::: SOURCE MATERIAL :::
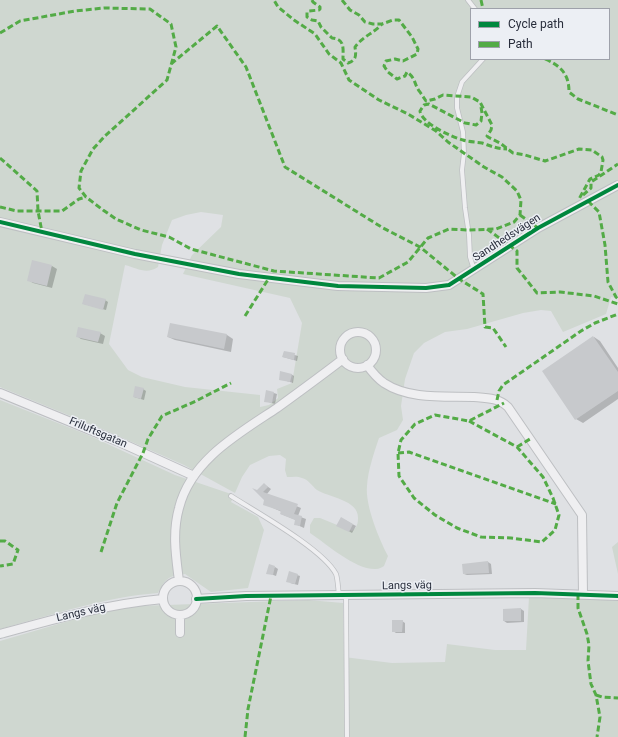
<!DOCTYPE html>
<meta charset="utf-8">
<style>
body{margin:0}
#map{position:relative;width:618px;height:737px;overflow:hidden;background:#dfe1e4;font-family:Roboto,sans-serif}
canvas{display:block}
.legend{position:absolute;left:470px;top:8px;width:140px;height:52px;box-sizing:border-box;background:#eceff4;border:1px solid #9ea1aa;margin:0;padding:5px 7px;list-style:none;font-size:12px;color:#282d3b}
.legend li{display:flex;align-items:center;gap:8px;height:20px}
.legend b{width:20px;border:1px solid #9ea1aa}
</style>
<div id="map">
<canvas width="618" height="737"></canvas>
<ul class="legend">
<li><b style="height:5px;background:#00873e"></b>Cycle path</li>
<li><b style="height:5px;background:#53ab46"></b>Path</li>
</ul>
</div>
<script>
const ctx = document.querySelector('canvas').getContext('2d');
ctx.lineJoin = 'round';
function paint(path, color) { ctx.fillStyle = color; ctx.fill(path, 'evenodd'); }
function stroke(path, color, width, dash) { ctx.strokeStyle = color; ctx.lineWidth = width; ctx.lineCap = dash ? 'butt' : 'round'; ctx.setLineDash(dash || []); ctx.stroke(path); }
function label(font, color, halo, rows, align = 'center') {
  ctx.font = font + ' Roboto,sans-serif'; ctx.lineWidth = 3; ctx.setLineDash([]); ctx.textBaseline = 'middle'; ctx.strokeStyle = halo; ctx.fillStyle = color; for (const [text, x, y, turn = 0] of rows) {
    ctx.save(); ctx.translate(x, y); ctx.rotate((+turn || 0) * Math.PI / 180); ctx.textAlign = isNaN(turn) ? turn : align; if (halo) ctx.strokeText(text, 0, 0); ctx.fillText(text, 0, 0); ctx.restore();
  }
}
paint(new Path2D(`
 M0,0H618V298L611,297L606,314L563,332L551,311L541,310L523,313L467,329L445,332L424,343L414,353L405,379L401,406L403,420L397,430L379,438C374,453 368,470 367,486C365,505 379,539 388,556L384,566C382,567 379,569 376,569C355,570 327,544 310,533V525L314,518H320L352,531C357,527 358,524 358,518C359,500 328,497 317,490C312,486 308,479 302,478C298,476 292,477 287,477L285,470L286,459L280,455L269,456L250,465L242,477L235,493L184,465L107,431L0,387ZM471,9H609V59H471ZM201,212L223,215L221,227L192,255L183,274L290,298L302,323L292,383L277,389L278,398L269,405L260,407V395L185,387L142,377L128,370L109,344L125,265C137,268 146,275 158,267L162,245L172,220L186,215Z
 M0,400L88,435L175,475L234,495L231,502L258,517L264,530L248,588L211,592L185,574C168,576 166,578 158,593C105,597 52,615 0,629Z
 M618,542V574L612,547Z
 M529,597H578L618,601V737H0V641L96,613L138,606L308,600L343,603L344,657L392,663L445,662L447,644L495,650H526Z`), '#cfd7d0');
paint(new Path2D(`
 M52,266L57,269L52,288L33,283L28,280Z
 M105,300L108,302L106,310L84,304Z
 M100,333L105,336L103,344L81,339L77,336Z
 M227,335L233,339L231,352L175,340L168,337Z
 M594,337L600,341L618,368V399L583,423L576,419Z
 M284,352L298,356L297,361L283,357Z
 M291,374L294,376L293,383L280,379Z
 M143,389L146,391L144,400L134,397Z
 M267,391L277,394L275,404L265,401Z
 M264,484L271,489L267,494L301,508L298,516L306,519L304,528L295,524L296,520L281,514L282,512L264,504L266,500L258,491Z
 M341,518L356,526L352,533L338,525Z
 M488,562L491,564L492,574L467,575L464,574Z
 M275,567L278,569L276,576L268,573Z
 M297,575L300,576L298,585L290,583Z
 M521,609L524,611V622L507,623L504,621Z
 M402,621L405,623V633H396L393,631Z`), '#0003');
paint(new Path2D(`
 M32,260L52,265L47,286L27,281Z
 M85,294L106,299L103,310L82,304Z
 M170,323L227,334L224,349L167,337Z
 M78,327L101,332L98,342L76,337Z
 M593,336L618,372V391L575,420L542,371Z
 M284,351L295,353L294,360L282,357Z
 M280,371L292,374L290,382L279,380Z
 M135,386L144,388L141,399L133,397Z
 M266,390L274,392L272,403L264,402Z
 M264,483L268,487L263,492L298,504L294,514L302,516L300,526L294,525L295,520L280,514L281,511L263,505L264,500L252,488L257,490Z
 M341,517L353,524L349,532L336,526Z
 M488,561L489,573L463,574L462,564Z
 M269,564L275,566L273,575L266,574Z
 M289,571L298,574L295,584L286,582Z
 M521,608V621H503V609Z
 M392,620H403L402,632H392Z`), '#c7c9cc');
const service = new Path2D(`
 M468,0L475,9
 M474,270L470,257L469,235L465,208L462,170L464,153L463,132L457,108V97L462,82L483,59
 M231,496C256,512 323,549 336,574C338,580 338,589 339,595
 M346,596L347,737`);
const minor = new Path2D(`
 M0,222L135,254L239,274L338,286L426,288L449,285L538,228L618,185
 M340 350a18 18 0 1 1 36 0a18 18 0 1 1-36 0Z
 M367,365C372,372 377,378 384,383C410,400 445,396 474,397C487,398 499,398 508,407L582,515L583,594
 M0,393L117,441L194,476
 M179,581C176,557 172,533 179,508C191,460 238,434 277,408C299,392 321,376 343,359
 M163 598a17 17 0 1 1 34 0a17 17 0 1 1-34 0Z
 M196,599L246,596L535,593L618,596
 M180,633V615
 M0,634C54,619 107,604 163,599`);
stroke(service, '#bdbfc2', 5.5);
stroke(minor, '#bdbfc2', 10);
stroke(service, '#efeff1', 4);
stroke(minor, '#efeff1', 8);
stroke(new Path2D(`
 M312,0L313,2L320,7V9L319,10L309,11L307,12V17L312,20L318,21L321,27L332,38C345,39 343,48 343,59L348,63C357,60 356,55 355,47C362,37 374,33 382,24
 M342,0L350,10L359,15L365,22L373,24H382L393,20H399L412,37L418,49L417,54L403,61L395,59L386,61L384,66L388,72L397,79L405,76L407,72C416,78 414,85 420,92C422,95 424,98 426,101L435,99L443,95L471,97L480,102L492,125L491,130L487,136L488,137L500,143L513,153L525,155L545,161L579,149L592,150L602,157L603,160L601,172L599,175L590,179L579,199
 M481,0L483,9
 M0,33L20,21L75,11L104,8L150,9L171,24L176,47L167,80L105,136L93,149L81,171L79,188L86,197L103,210L116,219L141,230L169,237L191,249L274,271L379,278L408,262L428,238L449,229L468,230L496,229L514,222L520,215L521,200L517,191L502,177L484,167L448,142L436,131L408,114L379,100L349,80L341,63L329,54L315,34L294,20L278,7L274,0
 M545,59C561,66 569,74 569,92L578,99L618,115
 M171,64L217,26L246,67L285,167L383,228L420,247L459,279L483,294L485,327L493,328L506,347
 M481,107L482,113L481,121L476,125L465,123L429,104L424,105L420,111C422,124 452,137 463,140C469,142 476,142 482,143C491,146 497,149 507,149
 M0,158L37,191L38,211L42,232
 M583,195L591,188V182L618,164
 M588,201L599,212L605,245L608,282L616,297L618,299
 M0,207L17,211H62L79,199L86,197
 M520,215L538,228
 M487,229L517,251V268L537,293L560,292L594,296L618,304
 M245,316L269,278
 M497,400L499,391L503,385L581,331L595,323L618,314
 M469,421L517,447L543,477L553,498L559,515L555,530L542,542L511,538L481,537L457,528L435,515L414,498L399,476L398,453L401,440L415,424L435,415L469,421L504,403
 M517,447L530,439
 M398,453L409,452L556,504
 M0,541H5L18,550L13,564L0,566
 M101,552L117,503L143,453L148,439L162,416L196,401L231,383
 M578,594V608L587,634L589,645L588,661L591,684L596,695L600,717L597,737
 M596,695L602,697L618,698
 M245,737L248,709L271,596`), '#53ab46', 3, [6, 3]);
stroke(new Path2D(`
 M0,222L135,254L239,274L338,286L426,288L449,285L538,228L618,185
 M196,599L246,596L535,593L618,596`), '#00873e', 4);
label('11px', '#282d3b', '#eceff4', [
 ["Sandhedsvägen",507,238,-33],
 ["Friluftsgatan",98,433,23],
 ["Langs väg",407,586,-1],
 ["Langs väg",81,613,-13]
]);
</script>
:::
PROMPT: All lines above with the word "lineWidth" need to be reported.

YOUR SOLUTION:
function stroke(path, color, width, dash) { ctx.strokeStyle = color; ctx.lineWidth = width; ctx.lineCap = dash ? 'butt' : 'round'; ctx.setLineDash(dash || []); ctx.stroke(path); }
  ctx.font = font + ' Roboto,sans-serif'; ctx.lineWidth = 3; ctx.setLineDash([]); ctx.textBaseline = 'middle'; ctx.strokeStyle = halo; ctx.fillStyle = color; for (const [text, x, y, turn = 0] of rows) {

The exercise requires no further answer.